Value is in the Eye of the Beholder

Lionel Grealou ERP PLM 3 minutes

Image credit: Raconteur / CIMdata: http://rcnt.eu/mj5

What may provide value to one specific end user, stakeholder group or function may not provide the same value to another. One universal ‘one-size-fits-all‘ solution does not exist or may not be perceived in the same way; therefore, it is fair to say that:

Value is expressed and measured in the eye of the beholder – actually, it is rarely constrained solely by time or cost.

Effective value management requires an understanding of what is valuable to one or a group of stakeholders, and the activities to create value should be focused on successfully delivering the anticipated value. In this context, value can have many different meanings.

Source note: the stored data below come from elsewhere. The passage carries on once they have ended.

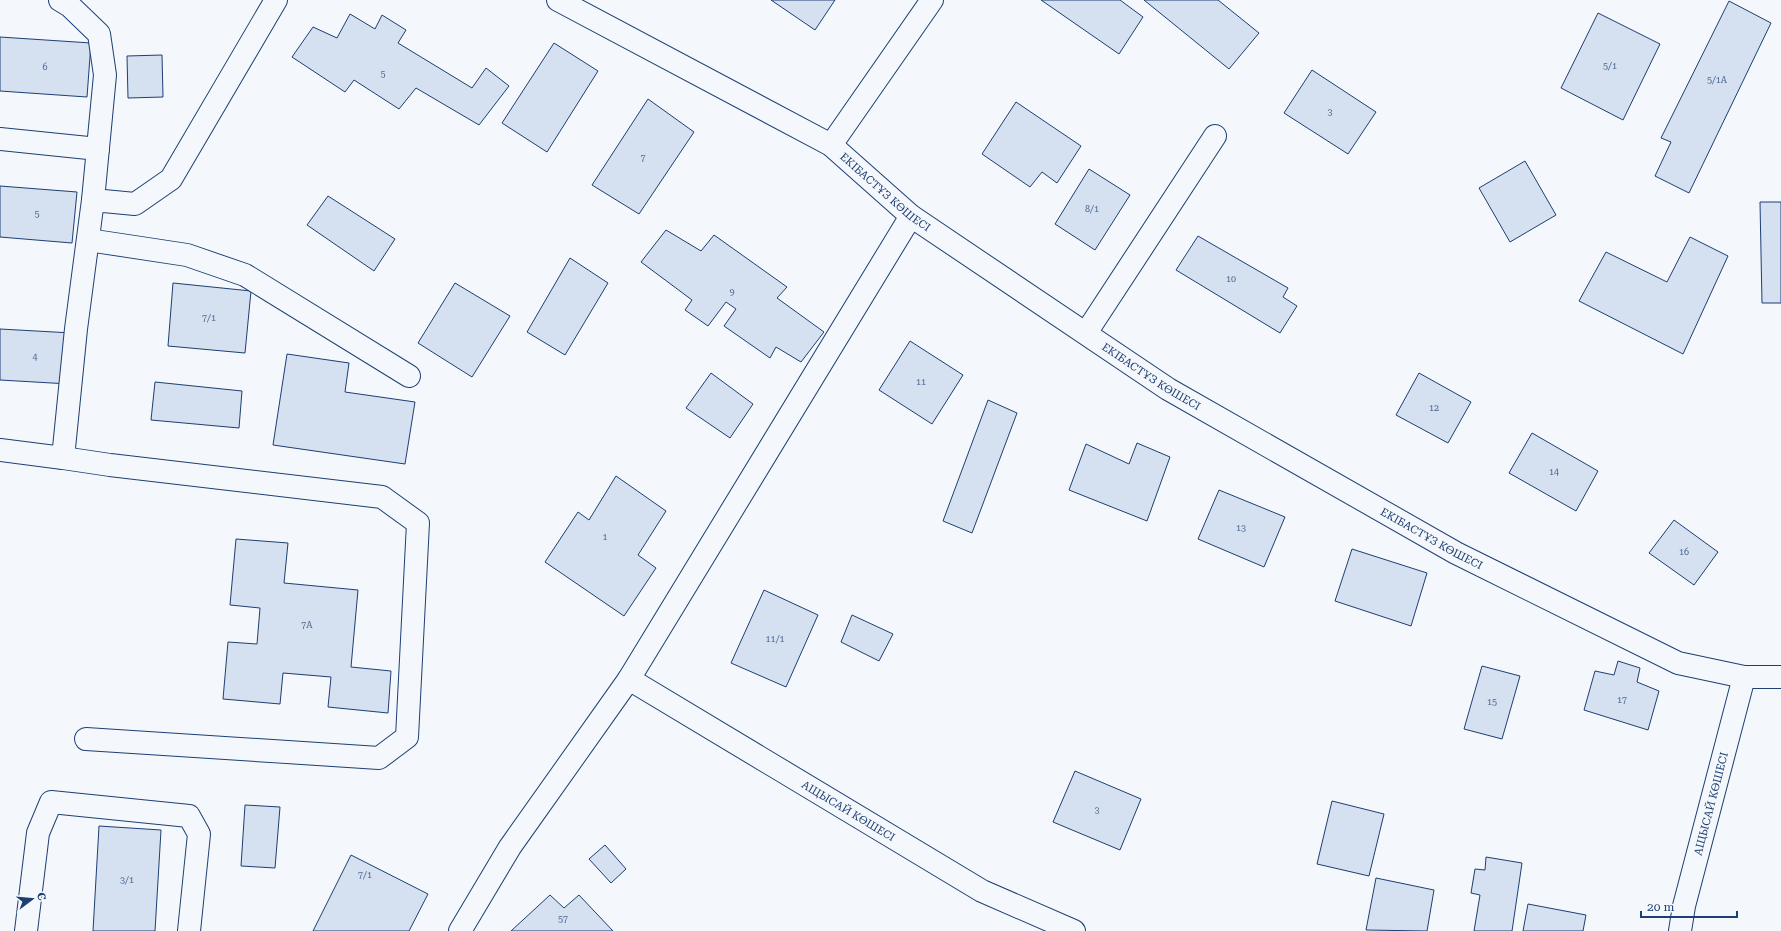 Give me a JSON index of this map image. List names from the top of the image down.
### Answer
{
  "streets": {
    "street": ["ЕКІБАСТҰЗ КӨШЕСІ", "АЩЫСАЙ КӨШЕСІ"]
  },
  "crossings": [
    ["ЕКІБАСТҰЗ КӨШЕСІ", "АЩЫСАЙ КӨШЕСІ"]
  ],
  "house_numbers": [
    "5/1",
    "6",
    "5",
    "5/1А",
    "3",
    "7",
    "8/1",
    "5",
    "10",
    "9",
    "7/1",
    "4",
    "11",
    "12",
    "14",
    "13",
    "1",
    "16",
    "7А",
    "11/1",
    "17",
    "15",
    "3",
    "7/1",
    "3/1",
    "57"
  ],
  "scale_bar": "20 m",
  "north": "right"
}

For example: creating a report that only finance uses constitutes little or no value to a group of engineers – even if they are working on cost optimisation. This is because they might not have the same requirement for financial information compared to what accountants need, or they probably use different data points and sources to gather the cost information that they require. To create value for both stakeholder groups, it will be important to understand the basic input / output model, what information is required, when, for what purpose, how it is consumed and transformed, with which dependencies and constraints. It might be necessary to understand what the two groups are using, should it be two different views of the same data, at different points in time, what are the business rules which govern this data, etc. 

Having said that, value can easily be converted into quantifiable metrics which can be contrasted and compared; as such:

Value = Benefits / Cost

The other key element relates to boundary conditions [i.e. the surrounding context]: what certain vendor, industry, analyst or even internal practices and standards may deliver is not necessarily contributing to perceived value to the end user.

For example: improving the creation time of a report from 1 day to 1 minute execution time, can prove to be a big saving in time if this report is used to validate certain Bill of Materials (BoM) changes. However, such improvement might have limited value if this report is only needed once a month or it does not have specific urgency requirement in terms of how and when it is executed. Or perhaps, the benefit from this improvement might be significant for accountants who need to make regular business case simulation, while engineers are more than happy to wait a day to perform whatever impact assessment this report provide them with (…).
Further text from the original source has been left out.